Supplied entries START

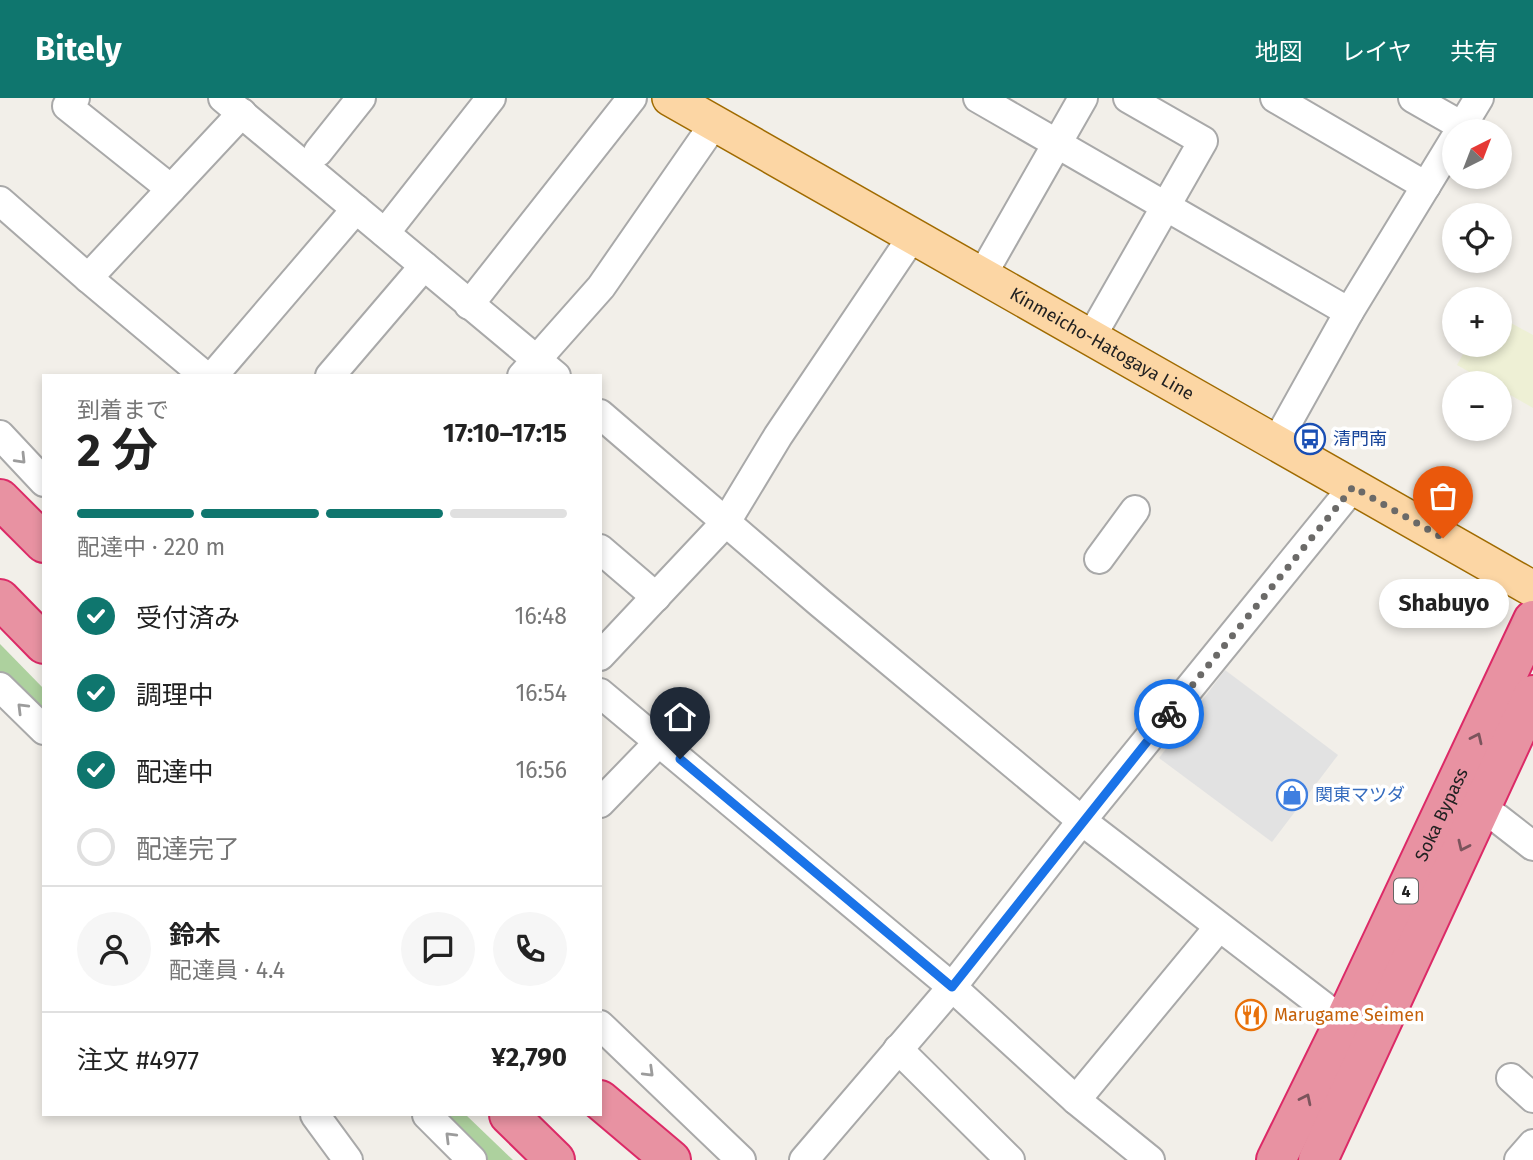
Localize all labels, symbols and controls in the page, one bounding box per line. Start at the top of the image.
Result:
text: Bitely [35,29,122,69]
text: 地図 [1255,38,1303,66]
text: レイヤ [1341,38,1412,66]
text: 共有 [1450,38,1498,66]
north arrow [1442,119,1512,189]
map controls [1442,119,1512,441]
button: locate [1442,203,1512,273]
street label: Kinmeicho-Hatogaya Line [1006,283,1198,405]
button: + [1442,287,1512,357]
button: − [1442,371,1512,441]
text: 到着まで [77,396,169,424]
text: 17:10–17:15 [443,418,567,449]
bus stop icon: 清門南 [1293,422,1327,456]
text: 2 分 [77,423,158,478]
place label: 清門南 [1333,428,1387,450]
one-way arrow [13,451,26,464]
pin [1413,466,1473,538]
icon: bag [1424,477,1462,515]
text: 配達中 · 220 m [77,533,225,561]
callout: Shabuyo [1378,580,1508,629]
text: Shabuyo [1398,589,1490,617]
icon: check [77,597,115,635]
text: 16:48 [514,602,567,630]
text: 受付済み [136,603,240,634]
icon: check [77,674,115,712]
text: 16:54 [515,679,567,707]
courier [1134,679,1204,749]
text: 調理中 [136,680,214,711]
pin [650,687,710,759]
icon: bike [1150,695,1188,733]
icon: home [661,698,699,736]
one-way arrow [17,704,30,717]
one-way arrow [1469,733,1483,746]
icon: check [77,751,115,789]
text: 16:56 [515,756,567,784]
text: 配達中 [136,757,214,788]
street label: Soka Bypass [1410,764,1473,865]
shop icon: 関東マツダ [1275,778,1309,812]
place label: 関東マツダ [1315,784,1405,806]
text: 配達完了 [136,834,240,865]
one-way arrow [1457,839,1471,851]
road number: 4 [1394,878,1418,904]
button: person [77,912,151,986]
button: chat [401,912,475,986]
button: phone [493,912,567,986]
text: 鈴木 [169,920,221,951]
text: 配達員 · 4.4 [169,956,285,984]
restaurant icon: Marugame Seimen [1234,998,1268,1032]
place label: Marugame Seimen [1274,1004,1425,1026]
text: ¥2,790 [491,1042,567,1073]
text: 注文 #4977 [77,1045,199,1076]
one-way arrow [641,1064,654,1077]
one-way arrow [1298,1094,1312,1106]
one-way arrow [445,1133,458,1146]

Supplied entries END

◆ **Task to carry out**
Reproduce the material exactly. Pictures stay out.

◆ **Problem solution**
Localize all labels, symbols and controls in the page, one bounding box per line. Start at the top of the image.
Result:
text: Bitely [35,29,122,69]
text: 地図 [1255,38,1303,66]
text: レイヤ [1341,38,1412,66]
text: 共有 [1450,38,1498,66]
north arrow [1442,119,1512,189]
map controls [1442,119,1512,441]
button: locate [1442,203,1512,273]
street label: Kinmeicho-Hatogaya Line [1006,283,1198,405]
button: + [1442,287,1512,357]
button: − [1442,371,1512,441]
text: 到着まで [77,396,169,424]
text: 17:10–17:15 [443,418,567,449]
bus stop icon: 清門南 [1293,422,1327,456]
text: 2 分 [77,423,158,478]
place label: 清門南 [1333,428,1387,450]
one-way arrow [13,451,26,464]
pin [1413,466,1473,538]
icon: bag [1424,477,1462,515]
text: 配達中 · 220 m [77,533,225,561]
callout: Shabuyo [1378,580,1508,629]
text: Shabuyo [1398,589,1490,617]
icon: check [77,597,115,635]
text: 16:48 [514,602,567,630]
text: 受付済み [136,603,240,634]
icon: check [77,674,115,712]
text: 16:54 [515,679,567,707]
courier [1134,679,1204,749]
text: 調理中 [136,680,214,711]
pin [650,687,710,759]
icon: bike [1150,695,1188,733]
icon: home [661,698,699,736]
one-way arrow [17,704,30,717]
one-way arrow [1469,733,1483,746]
icon: check [77,751,115,789]
text: 16:56 [515,756,567,784]
text: 配達中 [136,757,214,788]
street label: Soka Bypass [1410,764,1473,865]
shop icon: 関東マツダ [1275,778,1309,812]
place label: 関東マツダ [1315,784,1405,806]
text: 配達完了 [136,834,240,865]
one-way arrow [1457,839,1471,851]
road number: 4 [1394,878,1418,904]
button: person [77,912,151,986]
button: chat [401,912,475,986]
button: phone [493,912,567,986]
text: 鈴木 [169,920,221,951]
text: 配達員 · 4.4 [169,956,285,984]
restaurant icon: Marugame Seimen [1234,998,1268,1032]
place label: Marugame Seimen [1274,1004,1425,1026]
text: ¥2,790 [491,1042,567,1073]
text: 注文 #4977 [77,1045,199,1076]
one-way arrow [641,1064,654,1077]
one-way arrow [1298,1094,1312,1106]
one-way arrow [445,1133,458,1146]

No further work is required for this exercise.